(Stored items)
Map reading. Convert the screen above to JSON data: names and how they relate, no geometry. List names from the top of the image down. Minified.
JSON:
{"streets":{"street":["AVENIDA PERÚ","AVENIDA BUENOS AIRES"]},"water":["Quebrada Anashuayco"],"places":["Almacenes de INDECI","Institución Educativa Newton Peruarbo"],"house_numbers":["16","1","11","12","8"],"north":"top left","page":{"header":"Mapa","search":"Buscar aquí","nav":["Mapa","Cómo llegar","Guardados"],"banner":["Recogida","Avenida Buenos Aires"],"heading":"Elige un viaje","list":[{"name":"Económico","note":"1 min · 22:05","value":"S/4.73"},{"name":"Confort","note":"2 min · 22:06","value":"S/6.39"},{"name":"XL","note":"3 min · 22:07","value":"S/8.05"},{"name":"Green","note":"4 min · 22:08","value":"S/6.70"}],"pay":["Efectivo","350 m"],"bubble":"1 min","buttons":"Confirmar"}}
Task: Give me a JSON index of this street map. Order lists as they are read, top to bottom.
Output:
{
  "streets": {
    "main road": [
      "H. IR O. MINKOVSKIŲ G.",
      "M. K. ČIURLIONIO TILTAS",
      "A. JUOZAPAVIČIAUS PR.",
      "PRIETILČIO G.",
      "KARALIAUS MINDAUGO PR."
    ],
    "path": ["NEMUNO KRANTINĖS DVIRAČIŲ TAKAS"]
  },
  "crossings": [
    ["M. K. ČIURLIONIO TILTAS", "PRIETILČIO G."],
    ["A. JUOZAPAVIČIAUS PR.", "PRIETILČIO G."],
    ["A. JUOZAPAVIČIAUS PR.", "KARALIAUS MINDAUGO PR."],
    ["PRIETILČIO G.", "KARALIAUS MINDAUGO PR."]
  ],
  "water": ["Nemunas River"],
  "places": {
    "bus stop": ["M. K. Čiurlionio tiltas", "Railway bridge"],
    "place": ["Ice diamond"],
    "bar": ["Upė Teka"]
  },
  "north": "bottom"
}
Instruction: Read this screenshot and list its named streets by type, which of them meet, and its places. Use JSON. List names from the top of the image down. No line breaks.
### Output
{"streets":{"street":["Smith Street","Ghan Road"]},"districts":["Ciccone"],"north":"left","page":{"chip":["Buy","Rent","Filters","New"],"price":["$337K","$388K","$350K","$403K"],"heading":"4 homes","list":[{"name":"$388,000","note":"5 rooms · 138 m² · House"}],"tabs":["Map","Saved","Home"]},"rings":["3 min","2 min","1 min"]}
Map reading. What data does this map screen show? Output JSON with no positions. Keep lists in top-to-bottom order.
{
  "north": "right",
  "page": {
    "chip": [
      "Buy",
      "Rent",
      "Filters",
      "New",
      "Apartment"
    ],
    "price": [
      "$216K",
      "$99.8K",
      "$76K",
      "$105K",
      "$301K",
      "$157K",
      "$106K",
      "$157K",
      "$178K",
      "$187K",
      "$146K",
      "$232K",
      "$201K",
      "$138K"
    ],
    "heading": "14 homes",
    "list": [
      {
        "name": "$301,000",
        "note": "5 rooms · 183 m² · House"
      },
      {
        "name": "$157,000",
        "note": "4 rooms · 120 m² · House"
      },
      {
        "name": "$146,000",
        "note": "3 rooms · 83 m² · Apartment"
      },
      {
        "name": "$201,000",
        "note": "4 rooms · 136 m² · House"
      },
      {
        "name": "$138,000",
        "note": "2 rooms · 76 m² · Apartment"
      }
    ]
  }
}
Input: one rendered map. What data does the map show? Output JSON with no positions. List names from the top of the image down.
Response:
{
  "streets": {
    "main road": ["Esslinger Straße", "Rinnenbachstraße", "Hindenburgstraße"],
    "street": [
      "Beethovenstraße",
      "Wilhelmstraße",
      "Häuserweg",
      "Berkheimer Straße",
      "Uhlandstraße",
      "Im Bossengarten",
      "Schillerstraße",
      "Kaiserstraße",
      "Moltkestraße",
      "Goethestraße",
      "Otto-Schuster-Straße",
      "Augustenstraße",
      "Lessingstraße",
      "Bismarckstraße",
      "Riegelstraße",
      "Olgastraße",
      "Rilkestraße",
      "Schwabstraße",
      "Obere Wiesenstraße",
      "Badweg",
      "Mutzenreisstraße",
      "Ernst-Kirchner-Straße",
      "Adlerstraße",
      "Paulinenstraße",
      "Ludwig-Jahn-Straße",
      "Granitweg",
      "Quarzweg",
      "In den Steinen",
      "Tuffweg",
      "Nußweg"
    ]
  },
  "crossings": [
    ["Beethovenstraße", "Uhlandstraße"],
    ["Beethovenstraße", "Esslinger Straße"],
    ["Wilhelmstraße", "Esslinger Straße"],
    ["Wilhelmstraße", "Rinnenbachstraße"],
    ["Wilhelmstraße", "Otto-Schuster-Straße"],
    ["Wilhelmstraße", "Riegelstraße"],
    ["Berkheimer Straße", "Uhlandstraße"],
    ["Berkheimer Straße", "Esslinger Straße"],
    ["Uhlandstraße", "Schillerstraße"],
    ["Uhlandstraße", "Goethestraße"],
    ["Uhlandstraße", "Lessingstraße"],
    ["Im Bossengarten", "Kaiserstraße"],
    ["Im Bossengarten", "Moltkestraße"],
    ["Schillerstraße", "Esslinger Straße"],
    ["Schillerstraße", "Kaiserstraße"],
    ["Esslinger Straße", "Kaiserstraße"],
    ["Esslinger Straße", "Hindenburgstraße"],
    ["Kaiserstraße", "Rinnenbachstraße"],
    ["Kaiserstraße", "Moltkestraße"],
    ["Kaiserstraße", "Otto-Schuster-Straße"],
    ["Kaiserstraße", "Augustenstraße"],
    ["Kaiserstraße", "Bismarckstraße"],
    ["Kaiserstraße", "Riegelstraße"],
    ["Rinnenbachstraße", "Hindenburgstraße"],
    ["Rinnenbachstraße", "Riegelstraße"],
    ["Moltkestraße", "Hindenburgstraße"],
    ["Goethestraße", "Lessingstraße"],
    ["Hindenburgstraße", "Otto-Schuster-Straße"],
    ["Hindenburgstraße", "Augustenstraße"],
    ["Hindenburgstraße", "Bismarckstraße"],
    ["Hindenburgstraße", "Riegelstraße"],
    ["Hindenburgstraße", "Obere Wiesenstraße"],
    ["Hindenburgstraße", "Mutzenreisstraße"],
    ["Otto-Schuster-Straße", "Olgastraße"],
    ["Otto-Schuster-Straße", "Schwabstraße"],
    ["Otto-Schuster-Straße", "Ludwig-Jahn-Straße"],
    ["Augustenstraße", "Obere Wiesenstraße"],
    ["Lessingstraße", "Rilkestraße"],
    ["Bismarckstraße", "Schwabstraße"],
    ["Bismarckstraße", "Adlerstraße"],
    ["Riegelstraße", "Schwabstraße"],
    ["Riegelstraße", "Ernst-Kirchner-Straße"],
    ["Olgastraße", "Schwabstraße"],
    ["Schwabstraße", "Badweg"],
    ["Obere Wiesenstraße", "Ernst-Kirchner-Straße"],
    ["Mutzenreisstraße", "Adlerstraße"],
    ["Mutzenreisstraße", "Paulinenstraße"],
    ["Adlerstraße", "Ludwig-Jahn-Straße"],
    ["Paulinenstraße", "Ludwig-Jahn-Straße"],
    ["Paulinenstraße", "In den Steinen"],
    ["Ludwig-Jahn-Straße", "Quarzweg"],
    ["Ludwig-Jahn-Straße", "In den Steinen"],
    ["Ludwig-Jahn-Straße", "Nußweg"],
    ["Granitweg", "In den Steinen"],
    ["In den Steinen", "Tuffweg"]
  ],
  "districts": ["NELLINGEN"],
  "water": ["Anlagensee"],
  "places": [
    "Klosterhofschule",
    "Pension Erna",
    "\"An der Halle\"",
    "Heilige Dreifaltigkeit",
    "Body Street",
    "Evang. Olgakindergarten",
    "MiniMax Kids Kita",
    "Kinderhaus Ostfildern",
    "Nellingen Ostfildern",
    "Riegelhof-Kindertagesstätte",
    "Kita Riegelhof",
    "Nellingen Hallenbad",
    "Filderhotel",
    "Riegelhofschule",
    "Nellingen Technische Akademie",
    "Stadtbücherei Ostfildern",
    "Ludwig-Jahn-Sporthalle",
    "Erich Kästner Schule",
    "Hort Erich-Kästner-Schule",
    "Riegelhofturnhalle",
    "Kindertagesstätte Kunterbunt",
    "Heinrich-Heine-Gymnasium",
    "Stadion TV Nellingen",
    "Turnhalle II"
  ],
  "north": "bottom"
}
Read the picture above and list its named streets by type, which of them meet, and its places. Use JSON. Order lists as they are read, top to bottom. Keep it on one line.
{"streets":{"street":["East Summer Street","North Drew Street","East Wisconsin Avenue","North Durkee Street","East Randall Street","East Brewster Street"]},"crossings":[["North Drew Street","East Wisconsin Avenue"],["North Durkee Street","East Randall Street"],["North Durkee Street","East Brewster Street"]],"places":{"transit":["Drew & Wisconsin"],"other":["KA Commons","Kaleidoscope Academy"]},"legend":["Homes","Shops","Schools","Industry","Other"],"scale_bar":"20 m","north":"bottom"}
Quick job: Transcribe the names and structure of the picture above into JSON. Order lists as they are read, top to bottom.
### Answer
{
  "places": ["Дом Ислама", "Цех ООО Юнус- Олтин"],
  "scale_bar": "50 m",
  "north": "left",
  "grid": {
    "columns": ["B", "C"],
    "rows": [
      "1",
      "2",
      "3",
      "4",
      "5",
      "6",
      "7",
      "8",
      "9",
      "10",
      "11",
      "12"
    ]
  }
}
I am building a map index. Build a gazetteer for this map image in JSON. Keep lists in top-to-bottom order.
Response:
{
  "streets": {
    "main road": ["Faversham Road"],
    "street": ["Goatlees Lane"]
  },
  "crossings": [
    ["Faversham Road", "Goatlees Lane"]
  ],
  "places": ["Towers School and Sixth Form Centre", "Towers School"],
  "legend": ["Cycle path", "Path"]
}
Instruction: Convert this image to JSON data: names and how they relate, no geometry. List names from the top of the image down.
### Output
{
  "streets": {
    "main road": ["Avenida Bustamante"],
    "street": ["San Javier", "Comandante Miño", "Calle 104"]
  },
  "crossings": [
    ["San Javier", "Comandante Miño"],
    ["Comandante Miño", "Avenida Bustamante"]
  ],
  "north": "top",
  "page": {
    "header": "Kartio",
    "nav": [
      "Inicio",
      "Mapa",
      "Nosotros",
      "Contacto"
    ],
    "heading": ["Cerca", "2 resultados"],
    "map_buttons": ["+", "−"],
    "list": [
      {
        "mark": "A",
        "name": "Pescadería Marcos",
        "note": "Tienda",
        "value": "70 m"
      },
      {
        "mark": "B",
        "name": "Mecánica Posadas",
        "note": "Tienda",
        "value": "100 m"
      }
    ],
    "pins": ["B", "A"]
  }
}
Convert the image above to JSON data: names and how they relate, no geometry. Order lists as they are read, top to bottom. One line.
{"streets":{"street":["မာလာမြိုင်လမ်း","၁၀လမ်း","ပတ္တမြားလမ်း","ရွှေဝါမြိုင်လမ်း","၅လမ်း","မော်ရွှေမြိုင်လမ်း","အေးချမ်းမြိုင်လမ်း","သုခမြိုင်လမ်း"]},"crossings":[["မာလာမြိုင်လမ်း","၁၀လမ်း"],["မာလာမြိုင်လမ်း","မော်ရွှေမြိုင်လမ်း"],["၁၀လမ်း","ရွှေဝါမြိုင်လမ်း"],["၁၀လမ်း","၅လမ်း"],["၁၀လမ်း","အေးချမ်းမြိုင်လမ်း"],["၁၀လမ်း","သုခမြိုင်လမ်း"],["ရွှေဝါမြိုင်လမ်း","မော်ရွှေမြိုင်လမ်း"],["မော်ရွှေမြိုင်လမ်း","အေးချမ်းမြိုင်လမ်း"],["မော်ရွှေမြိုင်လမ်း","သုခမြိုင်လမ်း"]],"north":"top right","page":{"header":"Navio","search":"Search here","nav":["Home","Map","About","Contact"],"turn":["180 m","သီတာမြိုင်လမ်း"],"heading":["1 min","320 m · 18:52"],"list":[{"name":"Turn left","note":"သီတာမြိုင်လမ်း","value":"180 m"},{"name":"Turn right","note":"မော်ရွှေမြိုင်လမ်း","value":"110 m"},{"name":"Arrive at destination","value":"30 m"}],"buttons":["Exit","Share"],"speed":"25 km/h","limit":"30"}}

| Requirement |
If a line in the entries above contains "path", it counts toward the total; give only that total.

| Result for this exercise |
2